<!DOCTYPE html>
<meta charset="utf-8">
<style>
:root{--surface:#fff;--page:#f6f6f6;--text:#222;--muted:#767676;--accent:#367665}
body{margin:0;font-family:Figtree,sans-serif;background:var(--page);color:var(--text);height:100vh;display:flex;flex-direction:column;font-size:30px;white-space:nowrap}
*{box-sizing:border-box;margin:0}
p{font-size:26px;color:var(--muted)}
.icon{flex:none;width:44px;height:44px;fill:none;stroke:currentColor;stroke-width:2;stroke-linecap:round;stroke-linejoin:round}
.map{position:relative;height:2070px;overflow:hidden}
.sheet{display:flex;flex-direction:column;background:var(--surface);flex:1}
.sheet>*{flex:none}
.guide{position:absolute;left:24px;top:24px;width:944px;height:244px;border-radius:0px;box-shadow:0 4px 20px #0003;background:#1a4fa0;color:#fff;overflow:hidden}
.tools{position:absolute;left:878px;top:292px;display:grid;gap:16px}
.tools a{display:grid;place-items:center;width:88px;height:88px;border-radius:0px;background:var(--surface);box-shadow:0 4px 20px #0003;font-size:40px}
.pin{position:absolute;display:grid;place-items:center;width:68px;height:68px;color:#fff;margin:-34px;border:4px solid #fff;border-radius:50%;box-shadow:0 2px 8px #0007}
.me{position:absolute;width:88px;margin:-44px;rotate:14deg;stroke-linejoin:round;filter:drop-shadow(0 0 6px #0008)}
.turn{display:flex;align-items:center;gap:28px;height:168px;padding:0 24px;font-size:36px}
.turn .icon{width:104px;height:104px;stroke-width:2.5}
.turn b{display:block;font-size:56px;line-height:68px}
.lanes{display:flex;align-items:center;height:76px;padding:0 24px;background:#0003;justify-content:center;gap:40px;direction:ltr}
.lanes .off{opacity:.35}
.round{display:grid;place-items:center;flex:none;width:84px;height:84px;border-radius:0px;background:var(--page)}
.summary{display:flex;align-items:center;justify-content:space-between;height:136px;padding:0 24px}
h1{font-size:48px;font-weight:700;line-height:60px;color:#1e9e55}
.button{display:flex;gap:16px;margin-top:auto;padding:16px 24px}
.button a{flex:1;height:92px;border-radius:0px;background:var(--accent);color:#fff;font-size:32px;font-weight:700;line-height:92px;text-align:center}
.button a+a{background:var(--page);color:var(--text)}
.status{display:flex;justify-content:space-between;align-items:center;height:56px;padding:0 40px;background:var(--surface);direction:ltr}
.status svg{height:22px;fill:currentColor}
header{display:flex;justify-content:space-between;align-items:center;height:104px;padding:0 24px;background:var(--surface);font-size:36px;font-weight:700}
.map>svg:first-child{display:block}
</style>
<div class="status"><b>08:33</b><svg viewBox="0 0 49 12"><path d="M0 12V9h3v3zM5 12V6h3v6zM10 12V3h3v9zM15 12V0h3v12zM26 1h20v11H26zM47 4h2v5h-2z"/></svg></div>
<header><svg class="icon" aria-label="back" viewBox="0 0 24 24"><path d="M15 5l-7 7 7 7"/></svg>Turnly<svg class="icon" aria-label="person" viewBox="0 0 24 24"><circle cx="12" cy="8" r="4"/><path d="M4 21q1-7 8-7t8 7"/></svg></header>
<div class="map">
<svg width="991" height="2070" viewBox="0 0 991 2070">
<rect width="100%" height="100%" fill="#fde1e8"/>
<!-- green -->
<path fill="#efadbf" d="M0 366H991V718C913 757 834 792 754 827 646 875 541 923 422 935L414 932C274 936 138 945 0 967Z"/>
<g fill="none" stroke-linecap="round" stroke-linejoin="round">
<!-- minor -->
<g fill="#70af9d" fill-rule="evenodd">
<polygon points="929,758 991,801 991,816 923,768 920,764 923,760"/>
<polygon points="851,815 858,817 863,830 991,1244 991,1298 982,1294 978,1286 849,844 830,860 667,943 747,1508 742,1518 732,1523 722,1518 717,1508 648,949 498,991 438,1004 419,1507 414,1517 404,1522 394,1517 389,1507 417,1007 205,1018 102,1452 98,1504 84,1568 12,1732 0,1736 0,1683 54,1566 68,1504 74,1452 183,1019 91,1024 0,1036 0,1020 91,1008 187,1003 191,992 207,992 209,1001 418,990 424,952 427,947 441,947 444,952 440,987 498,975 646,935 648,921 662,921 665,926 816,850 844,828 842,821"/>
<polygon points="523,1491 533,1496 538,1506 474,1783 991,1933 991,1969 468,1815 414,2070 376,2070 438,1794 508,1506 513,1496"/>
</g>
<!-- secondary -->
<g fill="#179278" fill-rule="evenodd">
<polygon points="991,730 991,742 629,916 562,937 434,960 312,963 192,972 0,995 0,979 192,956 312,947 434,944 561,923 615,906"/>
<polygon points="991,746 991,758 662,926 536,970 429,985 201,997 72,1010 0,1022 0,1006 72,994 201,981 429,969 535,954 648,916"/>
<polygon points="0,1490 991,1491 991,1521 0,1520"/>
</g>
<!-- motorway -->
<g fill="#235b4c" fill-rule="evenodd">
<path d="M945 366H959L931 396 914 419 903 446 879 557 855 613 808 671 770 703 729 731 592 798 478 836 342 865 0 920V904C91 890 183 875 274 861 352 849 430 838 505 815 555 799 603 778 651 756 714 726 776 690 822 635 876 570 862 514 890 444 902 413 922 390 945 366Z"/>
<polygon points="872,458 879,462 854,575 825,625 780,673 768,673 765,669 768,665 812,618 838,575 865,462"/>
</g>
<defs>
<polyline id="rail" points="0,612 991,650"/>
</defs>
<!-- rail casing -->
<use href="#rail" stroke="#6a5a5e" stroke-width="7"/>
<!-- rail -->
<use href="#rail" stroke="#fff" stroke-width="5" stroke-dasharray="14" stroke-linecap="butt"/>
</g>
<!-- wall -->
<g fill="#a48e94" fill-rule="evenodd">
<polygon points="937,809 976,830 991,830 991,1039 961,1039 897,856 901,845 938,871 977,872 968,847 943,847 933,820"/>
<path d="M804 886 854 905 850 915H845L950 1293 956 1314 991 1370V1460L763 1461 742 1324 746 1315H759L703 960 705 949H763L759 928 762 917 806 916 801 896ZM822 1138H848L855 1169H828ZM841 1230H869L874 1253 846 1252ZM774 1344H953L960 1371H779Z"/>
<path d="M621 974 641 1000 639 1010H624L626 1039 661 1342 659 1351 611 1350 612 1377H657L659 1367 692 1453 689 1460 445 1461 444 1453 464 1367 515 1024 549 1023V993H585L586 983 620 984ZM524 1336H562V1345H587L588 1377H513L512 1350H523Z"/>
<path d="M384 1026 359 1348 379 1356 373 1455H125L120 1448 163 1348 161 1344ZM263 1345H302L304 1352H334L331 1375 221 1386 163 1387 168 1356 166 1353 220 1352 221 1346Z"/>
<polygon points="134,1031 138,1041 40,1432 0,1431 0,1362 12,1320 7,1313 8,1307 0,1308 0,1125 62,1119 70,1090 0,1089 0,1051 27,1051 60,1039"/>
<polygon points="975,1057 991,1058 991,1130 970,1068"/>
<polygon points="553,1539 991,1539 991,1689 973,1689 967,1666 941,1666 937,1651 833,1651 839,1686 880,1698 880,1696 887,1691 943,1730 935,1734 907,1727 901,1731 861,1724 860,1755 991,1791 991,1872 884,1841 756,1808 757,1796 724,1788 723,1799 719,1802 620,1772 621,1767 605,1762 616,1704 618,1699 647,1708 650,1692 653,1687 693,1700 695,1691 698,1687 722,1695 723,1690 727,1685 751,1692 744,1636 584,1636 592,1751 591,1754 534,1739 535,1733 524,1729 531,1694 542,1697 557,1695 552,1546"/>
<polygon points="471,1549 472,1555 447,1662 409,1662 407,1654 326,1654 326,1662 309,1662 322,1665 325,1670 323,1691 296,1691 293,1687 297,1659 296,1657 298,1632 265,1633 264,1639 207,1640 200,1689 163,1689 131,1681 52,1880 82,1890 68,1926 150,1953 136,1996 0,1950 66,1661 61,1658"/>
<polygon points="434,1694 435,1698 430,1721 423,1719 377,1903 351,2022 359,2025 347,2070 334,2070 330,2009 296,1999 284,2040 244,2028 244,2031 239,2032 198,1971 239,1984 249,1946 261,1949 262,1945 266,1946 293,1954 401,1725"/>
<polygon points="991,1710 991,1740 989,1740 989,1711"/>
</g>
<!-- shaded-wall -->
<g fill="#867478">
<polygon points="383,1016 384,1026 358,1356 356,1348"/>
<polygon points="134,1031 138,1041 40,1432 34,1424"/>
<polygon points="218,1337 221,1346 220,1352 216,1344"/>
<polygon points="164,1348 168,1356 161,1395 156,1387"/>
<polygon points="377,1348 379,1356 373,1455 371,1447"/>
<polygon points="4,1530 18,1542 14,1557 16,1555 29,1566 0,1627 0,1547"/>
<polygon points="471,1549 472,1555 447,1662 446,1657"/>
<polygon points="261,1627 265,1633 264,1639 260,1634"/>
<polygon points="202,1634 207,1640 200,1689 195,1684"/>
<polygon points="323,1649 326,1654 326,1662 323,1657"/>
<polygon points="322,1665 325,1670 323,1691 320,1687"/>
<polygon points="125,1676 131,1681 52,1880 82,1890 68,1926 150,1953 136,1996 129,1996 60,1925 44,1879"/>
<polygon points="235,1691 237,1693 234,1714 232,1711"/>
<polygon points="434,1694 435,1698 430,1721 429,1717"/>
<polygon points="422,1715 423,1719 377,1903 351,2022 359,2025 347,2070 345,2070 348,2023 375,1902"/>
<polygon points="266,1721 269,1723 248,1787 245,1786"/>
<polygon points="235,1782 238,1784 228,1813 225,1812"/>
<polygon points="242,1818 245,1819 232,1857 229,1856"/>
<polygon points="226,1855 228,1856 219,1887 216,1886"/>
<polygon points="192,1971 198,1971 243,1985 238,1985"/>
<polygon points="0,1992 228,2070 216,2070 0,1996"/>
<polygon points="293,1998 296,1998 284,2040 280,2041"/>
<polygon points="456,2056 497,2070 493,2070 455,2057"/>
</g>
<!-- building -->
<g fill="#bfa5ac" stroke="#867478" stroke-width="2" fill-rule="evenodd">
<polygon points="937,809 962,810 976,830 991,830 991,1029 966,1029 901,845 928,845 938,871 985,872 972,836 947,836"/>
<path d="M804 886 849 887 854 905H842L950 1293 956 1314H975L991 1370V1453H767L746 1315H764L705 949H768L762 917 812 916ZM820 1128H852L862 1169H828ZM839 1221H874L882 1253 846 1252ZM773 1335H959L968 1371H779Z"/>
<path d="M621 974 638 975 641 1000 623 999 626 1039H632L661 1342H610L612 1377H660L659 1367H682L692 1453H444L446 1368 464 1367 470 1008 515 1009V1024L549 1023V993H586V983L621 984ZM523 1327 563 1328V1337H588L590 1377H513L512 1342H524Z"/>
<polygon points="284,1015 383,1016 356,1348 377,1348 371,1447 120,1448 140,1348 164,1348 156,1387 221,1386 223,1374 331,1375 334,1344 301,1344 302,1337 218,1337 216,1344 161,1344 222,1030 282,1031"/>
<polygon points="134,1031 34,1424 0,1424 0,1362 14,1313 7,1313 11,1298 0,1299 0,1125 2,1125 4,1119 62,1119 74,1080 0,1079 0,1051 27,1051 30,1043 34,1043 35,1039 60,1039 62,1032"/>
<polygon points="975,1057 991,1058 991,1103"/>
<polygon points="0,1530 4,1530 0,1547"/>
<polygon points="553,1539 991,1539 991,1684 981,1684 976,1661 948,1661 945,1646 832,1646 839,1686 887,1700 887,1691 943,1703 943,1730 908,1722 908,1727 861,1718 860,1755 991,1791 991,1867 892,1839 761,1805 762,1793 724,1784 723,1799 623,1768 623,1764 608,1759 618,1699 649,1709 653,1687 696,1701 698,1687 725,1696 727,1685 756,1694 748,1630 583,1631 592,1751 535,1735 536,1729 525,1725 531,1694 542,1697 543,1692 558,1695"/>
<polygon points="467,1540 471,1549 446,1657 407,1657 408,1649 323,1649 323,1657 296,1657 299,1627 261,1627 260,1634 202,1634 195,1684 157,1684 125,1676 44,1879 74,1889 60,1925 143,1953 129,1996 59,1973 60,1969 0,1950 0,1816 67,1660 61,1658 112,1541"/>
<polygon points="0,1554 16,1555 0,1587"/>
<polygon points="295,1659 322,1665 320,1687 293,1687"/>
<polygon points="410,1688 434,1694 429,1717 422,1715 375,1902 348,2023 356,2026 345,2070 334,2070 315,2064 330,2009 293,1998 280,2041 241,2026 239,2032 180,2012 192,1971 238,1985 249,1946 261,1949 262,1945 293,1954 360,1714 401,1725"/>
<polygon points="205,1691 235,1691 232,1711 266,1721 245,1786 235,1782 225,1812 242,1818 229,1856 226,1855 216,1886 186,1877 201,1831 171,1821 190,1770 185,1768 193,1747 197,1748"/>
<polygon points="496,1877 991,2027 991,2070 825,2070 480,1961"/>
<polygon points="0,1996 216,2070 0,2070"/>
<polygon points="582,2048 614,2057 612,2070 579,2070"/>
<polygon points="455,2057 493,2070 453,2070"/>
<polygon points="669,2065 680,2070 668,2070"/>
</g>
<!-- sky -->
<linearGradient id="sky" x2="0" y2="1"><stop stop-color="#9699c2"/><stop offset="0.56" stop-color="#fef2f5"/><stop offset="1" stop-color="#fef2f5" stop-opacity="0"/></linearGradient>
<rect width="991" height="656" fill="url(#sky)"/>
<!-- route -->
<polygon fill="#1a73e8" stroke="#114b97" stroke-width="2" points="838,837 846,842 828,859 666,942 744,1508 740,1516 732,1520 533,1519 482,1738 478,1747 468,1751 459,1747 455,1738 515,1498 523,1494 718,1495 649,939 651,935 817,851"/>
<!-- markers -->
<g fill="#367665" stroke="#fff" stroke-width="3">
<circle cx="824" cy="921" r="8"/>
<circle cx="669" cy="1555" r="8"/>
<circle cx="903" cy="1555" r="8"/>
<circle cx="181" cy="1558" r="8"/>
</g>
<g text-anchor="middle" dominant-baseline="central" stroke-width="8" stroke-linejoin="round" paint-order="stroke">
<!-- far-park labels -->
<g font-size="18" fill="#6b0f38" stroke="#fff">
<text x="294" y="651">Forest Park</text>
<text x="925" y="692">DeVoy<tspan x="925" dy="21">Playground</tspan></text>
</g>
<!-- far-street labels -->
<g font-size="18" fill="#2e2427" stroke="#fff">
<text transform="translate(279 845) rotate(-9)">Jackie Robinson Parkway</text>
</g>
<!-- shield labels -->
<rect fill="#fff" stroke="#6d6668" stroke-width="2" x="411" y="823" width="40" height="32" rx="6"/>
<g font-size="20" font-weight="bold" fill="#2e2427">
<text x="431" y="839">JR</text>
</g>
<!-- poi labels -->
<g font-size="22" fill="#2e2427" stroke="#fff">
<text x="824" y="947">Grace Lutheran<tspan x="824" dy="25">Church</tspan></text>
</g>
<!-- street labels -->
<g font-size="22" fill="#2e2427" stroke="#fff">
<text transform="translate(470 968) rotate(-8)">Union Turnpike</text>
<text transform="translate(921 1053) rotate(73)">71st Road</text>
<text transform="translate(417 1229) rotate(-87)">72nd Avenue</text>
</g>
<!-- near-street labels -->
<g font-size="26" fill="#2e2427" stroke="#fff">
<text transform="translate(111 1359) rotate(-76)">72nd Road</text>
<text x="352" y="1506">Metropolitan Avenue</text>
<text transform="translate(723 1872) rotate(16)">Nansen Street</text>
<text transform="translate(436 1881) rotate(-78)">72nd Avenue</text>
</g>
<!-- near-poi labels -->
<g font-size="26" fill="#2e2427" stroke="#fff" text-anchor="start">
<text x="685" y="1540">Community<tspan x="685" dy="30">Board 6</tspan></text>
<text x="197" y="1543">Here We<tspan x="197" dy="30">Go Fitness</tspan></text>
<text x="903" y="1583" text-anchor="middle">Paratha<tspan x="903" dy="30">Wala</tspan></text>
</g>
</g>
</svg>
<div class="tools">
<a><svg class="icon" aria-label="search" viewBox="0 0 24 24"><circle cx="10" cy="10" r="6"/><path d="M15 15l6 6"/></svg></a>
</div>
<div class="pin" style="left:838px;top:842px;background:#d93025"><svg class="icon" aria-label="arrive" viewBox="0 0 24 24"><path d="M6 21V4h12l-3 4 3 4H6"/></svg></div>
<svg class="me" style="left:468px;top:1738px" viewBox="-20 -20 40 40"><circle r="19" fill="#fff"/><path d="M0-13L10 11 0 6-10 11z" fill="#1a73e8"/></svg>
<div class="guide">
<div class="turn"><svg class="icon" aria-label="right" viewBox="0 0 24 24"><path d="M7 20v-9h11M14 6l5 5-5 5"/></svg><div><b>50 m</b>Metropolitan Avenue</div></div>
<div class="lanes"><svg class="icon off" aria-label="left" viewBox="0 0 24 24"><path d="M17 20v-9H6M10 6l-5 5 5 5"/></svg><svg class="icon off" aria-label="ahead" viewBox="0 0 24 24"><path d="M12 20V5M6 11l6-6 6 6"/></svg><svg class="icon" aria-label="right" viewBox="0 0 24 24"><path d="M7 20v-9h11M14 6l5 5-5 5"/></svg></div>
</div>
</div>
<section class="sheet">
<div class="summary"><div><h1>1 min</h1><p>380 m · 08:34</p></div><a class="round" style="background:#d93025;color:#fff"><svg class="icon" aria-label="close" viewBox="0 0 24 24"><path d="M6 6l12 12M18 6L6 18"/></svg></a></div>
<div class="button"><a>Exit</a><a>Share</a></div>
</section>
*-*-*
## [Problem details]
Write out, exactly as shown, only the lines running from the one that contains "min</h1><p>380 m ·" to the last line above.

## [Response to this exercise]
<div class="summary"><div><h1>1 min</h1><p>380 m · 08:34</p></div><a class="round" style="background:#d93025;color:#fff"><svg class="icon" aria-label="close" viewBox="0 0 24 24"><path d="M6 6l12 12M18 6L6 18"/></svg></a></div>
<div class="button"><a>Exit</a><a>Share</a></div>
</section>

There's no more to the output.